> WORK TO BE COMPLETED:
The records sit below. Return every line in them that holds the word "grid".

(Collection entries)
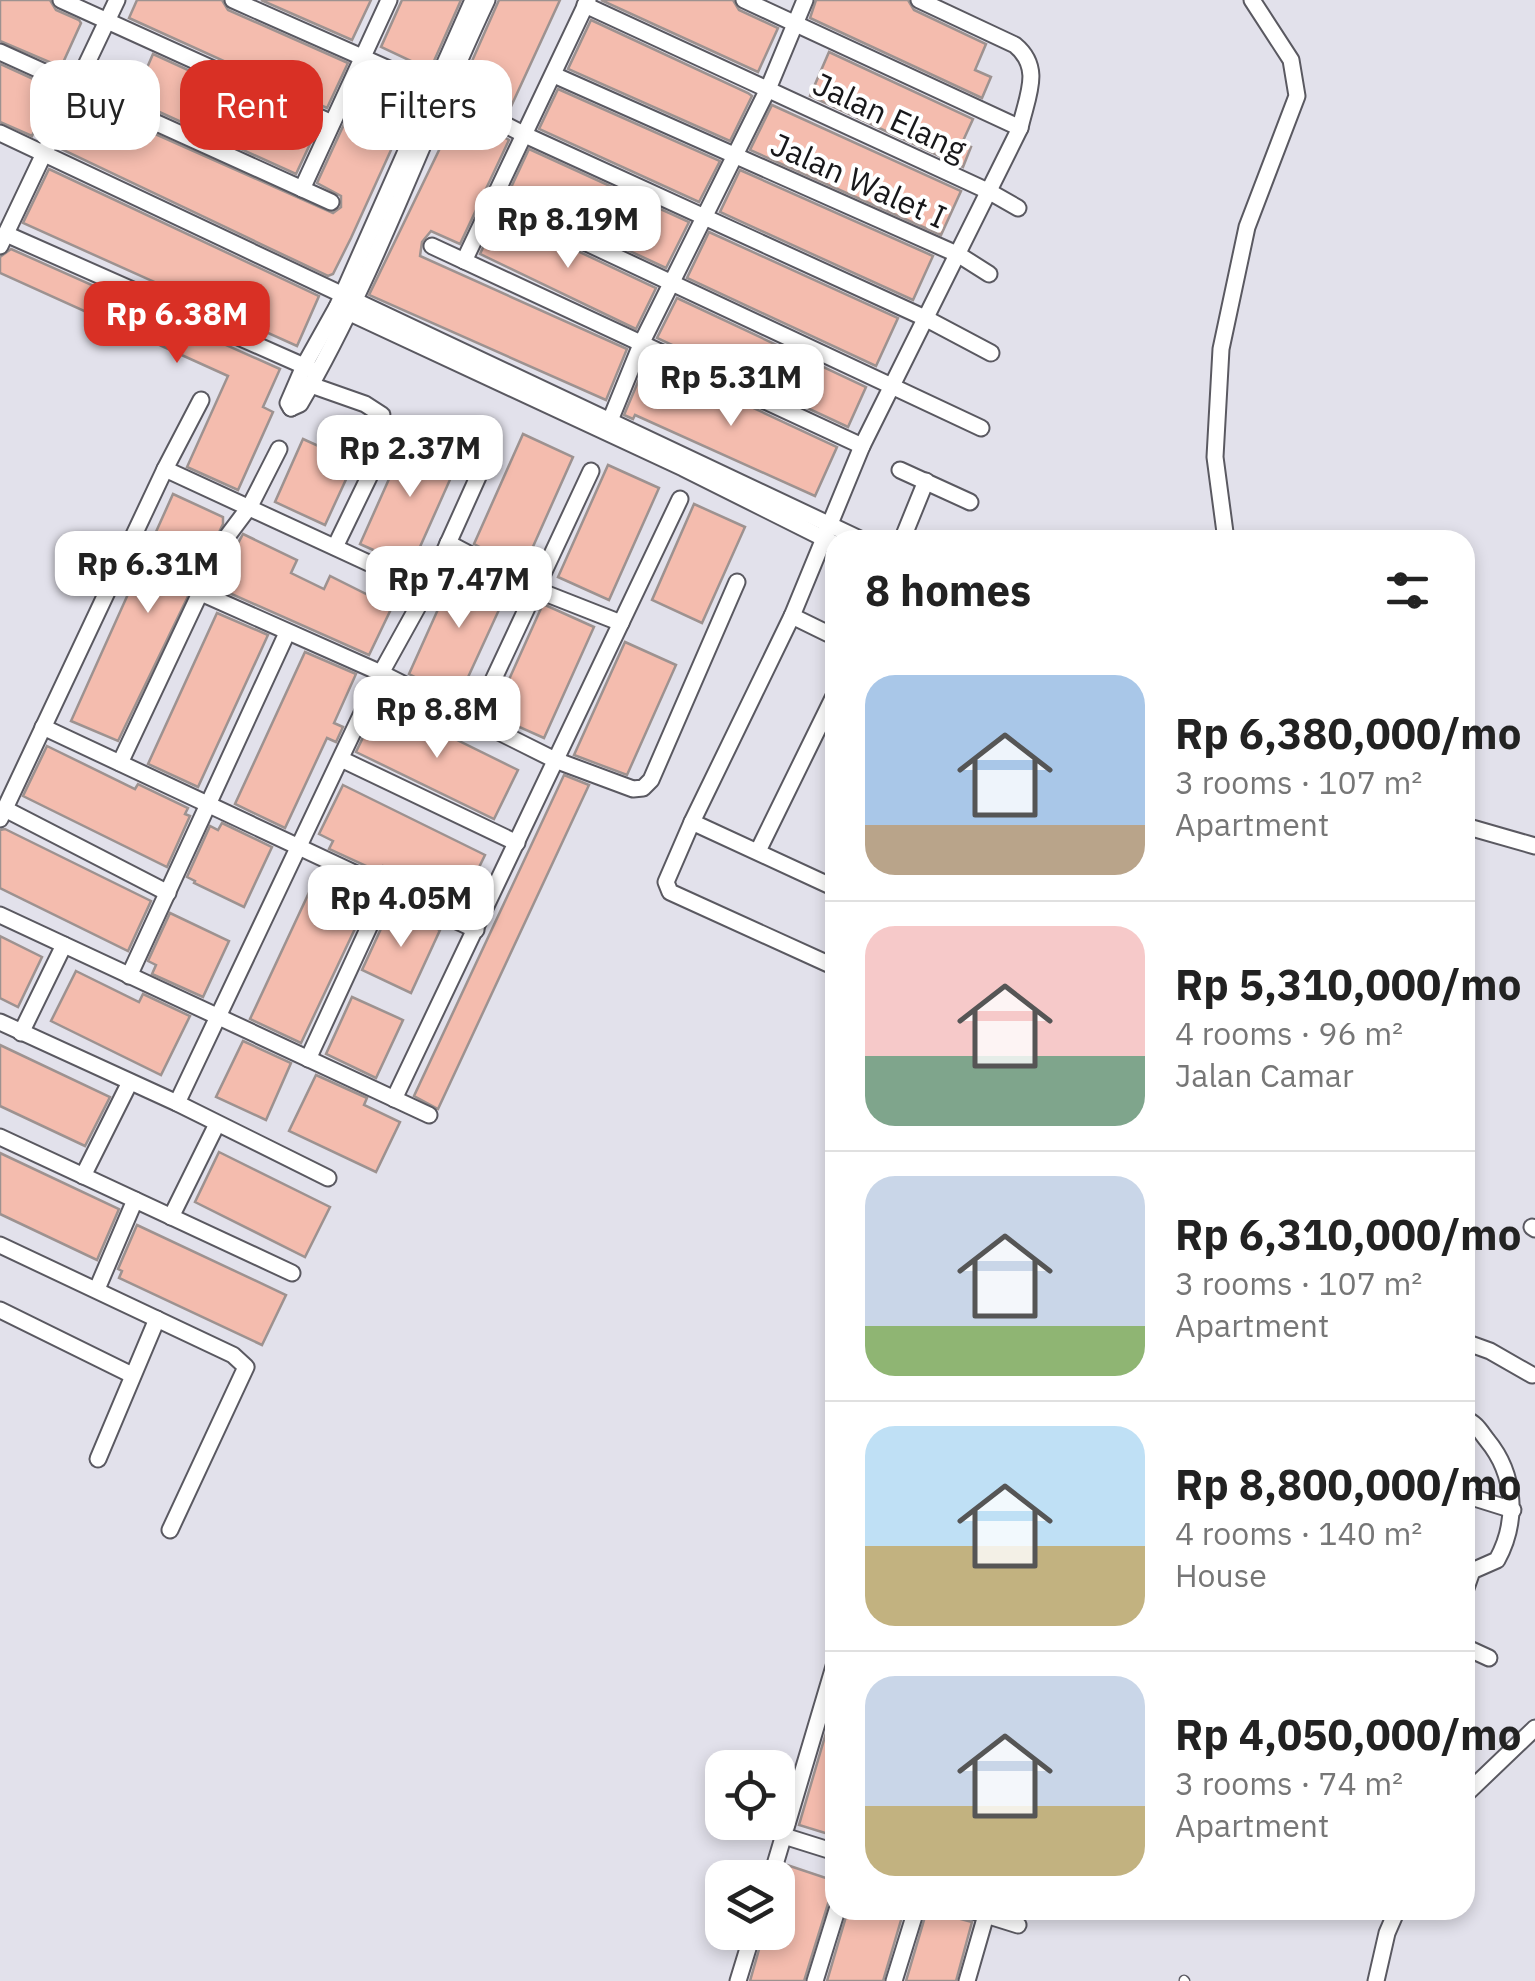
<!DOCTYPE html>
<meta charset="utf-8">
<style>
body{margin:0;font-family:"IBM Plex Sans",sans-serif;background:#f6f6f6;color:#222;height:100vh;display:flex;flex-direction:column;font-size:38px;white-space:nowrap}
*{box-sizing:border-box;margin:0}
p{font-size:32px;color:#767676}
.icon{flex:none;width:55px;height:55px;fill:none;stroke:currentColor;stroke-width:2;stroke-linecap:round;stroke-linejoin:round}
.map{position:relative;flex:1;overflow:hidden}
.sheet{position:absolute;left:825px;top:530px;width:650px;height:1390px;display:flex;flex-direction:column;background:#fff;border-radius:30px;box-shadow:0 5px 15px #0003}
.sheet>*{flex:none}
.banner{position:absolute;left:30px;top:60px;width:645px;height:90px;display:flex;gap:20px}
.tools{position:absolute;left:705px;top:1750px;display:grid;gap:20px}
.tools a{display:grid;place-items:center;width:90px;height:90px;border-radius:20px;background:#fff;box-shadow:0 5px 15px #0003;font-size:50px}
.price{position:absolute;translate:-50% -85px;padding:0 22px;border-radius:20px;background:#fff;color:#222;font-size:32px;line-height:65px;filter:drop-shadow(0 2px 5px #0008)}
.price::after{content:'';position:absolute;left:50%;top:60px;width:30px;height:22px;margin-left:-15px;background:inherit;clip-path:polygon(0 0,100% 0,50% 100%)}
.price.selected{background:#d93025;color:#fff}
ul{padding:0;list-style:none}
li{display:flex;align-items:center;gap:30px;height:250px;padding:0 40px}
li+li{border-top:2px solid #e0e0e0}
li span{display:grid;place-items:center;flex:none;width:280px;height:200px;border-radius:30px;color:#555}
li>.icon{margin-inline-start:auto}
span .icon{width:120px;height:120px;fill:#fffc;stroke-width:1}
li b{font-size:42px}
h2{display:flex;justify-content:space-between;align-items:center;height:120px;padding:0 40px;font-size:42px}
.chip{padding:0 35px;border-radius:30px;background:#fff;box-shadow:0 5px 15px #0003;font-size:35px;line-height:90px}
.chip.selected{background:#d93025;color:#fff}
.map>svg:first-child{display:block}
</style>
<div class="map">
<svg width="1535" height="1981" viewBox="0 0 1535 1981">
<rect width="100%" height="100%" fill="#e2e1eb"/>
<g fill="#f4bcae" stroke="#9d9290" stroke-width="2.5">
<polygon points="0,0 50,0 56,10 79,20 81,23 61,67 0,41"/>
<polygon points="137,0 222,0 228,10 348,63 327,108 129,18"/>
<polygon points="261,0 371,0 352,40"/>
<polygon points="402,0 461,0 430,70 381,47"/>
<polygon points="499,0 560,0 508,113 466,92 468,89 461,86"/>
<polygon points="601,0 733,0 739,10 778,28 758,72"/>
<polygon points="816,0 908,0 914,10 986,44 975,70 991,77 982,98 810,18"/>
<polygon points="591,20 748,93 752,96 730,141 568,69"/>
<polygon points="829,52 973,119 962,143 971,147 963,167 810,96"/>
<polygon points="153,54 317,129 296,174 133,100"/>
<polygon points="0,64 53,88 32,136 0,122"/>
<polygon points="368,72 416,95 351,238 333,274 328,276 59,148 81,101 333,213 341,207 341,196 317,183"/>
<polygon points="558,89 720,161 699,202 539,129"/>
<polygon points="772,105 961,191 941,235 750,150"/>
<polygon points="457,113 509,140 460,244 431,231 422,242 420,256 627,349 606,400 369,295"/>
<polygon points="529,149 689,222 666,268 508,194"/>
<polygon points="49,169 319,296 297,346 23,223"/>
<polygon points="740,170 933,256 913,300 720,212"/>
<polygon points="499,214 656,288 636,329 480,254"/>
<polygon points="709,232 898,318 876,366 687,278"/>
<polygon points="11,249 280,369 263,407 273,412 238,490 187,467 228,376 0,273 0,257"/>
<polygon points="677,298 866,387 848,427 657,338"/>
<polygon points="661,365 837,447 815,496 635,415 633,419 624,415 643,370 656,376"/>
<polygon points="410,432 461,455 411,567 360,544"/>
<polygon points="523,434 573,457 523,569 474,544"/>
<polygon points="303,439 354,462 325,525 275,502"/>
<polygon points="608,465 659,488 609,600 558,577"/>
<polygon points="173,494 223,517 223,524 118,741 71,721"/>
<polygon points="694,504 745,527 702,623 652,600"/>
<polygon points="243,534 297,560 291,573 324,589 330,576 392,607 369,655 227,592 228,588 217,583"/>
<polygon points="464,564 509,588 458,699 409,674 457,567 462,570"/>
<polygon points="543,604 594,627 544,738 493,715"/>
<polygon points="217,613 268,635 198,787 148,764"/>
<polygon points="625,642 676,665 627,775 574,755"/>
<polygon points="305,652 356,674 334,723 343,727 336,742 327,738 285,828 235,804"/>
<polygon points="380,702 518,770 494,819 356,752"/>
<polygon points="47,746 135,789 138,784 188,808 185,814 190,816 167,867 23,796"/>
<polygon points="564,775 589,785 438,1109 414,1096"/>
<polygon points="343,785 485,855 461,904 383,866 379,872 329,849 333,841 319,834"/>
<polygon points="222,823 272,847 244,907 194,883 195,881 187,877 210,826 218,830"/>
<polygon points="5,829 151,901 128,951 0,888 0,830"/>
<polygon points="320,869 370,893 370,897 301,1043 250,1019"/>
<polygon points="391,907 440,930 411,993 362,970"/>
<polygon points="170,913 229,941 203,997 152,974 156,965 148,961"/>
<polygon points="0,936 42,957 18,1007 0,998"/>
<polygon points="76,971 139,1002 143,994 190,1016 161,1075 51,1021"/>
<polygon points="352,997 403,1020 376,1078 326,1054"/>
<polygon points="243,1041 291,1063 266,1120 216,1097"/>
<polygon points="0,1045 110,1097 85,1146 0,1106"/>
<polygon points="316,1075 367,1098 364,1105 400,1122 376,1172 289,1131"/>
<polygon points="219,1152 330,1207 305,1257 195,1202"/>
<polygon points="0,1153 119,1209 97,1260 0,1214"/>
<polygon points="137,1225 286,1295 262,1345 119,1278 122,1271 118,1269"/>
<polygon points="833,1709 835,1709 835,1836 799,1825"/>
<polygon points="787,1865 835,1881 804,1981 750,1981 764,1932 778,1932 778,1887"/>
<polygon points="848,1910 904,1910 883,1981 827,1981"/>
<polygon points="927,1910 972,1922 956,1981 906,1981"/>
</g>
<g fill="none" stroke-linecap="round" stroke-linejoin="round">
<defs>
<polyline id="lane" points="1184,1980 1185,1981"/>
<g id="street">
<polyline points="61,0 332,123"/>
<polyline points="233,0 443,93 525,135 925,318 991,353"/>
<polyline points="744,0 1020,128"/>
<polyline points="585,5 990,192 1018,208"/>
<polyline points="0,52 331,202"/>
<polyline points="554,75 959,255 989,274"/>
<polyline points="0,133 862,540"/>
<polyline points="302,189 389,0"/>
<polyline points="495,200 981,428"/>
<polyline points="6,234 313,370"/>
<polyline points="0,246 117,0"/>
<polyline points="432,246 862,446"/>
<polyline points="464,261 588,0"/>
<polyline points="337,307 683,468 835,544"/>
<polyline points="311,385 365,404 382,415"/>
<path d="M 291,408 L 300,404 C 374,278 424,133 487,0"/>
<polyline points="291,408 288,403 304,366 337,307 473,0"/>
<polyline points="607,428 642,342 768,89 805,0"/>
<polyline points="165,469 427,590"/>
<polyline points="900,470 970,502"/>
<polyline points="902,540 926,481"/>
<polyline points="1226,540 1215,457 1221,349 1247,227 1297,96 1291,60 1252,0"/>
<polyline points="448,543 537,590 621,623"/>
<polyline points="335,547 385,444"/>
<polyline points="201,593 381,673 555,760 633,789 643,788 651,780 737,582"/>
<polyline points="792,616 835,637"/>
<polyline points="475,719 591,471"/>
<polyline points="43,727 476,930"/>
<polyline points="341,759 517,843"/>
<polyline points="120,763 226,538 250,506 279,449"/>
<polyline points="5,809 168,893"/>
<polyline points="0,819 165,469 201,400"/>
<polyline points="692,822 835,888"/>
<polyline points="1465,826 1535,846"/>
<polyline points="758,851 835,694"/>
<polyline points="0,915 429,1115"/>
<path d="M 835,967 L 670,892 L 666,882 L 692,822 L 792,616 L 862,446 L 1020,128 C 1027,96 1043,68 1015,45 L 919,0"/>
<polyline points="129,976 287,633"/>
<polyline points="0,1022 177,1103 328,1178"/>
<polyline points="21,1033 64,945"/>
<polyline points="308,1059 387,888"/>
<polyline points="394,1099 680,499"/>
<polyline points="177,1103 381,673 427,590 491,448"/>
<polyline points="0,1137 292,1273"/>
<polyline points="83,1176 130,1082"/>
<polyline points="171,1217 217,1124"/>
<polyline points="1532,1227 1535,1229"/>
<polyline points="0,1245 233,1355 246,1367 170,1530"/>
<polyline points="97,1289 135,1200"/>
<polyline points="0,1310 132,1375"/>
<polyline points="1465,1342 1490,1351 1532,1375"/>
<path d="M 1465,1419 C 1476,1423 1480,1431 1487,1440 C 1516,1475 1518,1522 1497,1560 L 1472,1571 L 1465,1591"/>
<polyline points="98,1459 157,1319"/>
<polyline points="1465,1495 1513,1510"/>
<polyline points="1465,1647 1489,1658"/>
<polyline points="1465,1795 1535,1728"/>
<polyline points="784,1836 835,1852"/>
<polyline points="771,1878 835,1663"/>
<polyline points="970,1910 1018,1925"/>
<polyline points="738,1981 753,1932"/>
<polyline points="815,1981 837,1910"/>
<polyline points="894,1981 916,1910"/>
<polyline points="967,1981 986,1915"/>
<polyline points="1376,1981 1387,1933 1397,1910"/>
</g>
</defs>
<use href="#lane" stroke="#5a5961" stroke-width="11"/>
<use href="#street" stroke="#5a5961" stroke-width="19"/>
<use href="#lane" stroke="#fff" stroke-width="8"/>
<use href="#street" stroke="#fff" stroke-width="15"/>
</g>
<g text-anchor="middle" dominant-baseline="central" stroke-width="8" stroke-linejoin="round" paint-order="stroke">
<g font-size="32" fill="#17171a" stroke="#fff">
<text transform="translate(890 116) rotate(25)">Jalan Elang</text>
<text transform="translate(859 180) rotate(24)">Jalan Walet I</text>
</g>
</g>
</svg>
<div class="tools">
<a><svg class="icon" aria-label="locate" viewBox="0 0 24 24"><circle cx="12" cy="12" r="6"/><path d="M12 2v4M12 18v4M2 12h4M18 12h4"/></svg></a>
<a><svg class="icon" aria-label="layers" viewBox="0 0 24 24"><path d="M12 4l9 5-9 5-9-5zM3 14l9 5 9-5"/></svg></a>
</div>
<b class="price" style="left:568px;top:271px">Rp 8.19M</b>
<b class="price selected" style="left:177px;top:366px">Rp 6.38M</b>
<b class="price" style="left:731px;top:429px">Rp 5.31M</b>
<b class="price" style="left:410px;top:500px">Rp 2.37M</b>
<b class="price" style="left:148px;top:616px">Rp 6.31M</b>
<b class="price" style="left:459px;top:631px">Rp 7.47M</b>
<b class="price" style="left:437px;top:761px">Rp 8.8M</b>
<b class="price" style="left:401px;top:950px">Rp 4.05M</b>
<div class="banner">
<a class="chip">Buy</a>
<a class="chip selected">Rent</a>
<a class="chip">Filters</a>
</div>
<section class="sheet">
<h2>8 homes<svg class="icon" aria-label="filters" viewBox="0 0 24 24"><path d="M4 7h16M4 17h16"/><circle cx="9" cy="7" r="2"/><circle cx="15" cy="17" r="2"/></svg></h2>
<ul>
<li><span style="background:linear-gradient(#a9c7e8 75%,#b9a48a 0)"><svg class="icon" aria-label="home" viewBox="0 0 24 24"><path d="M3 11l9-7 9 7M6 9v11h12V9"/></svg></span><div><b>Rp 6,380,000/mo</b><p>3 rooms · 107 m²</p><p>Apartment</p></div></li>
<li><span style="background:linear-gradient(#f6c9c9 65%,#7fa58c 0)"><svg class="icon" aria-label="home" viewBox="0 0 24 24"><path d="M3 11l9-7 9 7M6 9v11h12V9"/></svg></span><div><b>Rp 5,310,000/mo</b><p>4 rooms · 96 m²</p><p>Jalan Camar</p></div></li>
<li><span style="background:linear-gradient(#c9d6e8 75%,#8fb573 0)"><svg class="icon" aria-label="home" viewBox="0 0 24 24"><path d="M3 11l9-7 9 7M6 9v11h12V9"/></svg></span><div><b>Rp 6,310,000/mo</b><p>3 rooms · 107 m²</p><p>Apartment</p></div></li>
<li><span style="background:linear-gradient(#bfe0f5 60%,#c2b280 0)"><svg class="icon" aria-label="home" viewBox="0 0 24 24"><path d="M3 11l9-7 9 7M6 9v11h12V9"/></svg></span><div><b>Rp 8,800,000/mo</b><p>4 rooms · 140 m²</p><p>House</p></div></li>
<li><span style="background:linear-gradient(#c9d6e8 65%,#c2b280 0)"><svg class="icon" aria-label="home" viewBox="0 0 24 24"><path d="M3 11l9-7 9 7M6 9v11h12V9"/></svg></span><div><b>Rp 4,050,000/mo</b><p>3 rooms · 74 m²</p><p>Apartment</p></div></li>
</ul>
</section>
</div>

> COMPLETED TASK:
.tools{position:absolute;left:705px;top:1750px;display:grid;gap:20px}
.tools a{display:grid;place-items:center;width:90px;height:90px;border-radius:20px;background:#fff;box-shadow:0 5px 15px #0003;font-size:50px}
li span{display:grid;place-items:center;flex:none;width:280px;height:200px;border-radius:30px;color:#555}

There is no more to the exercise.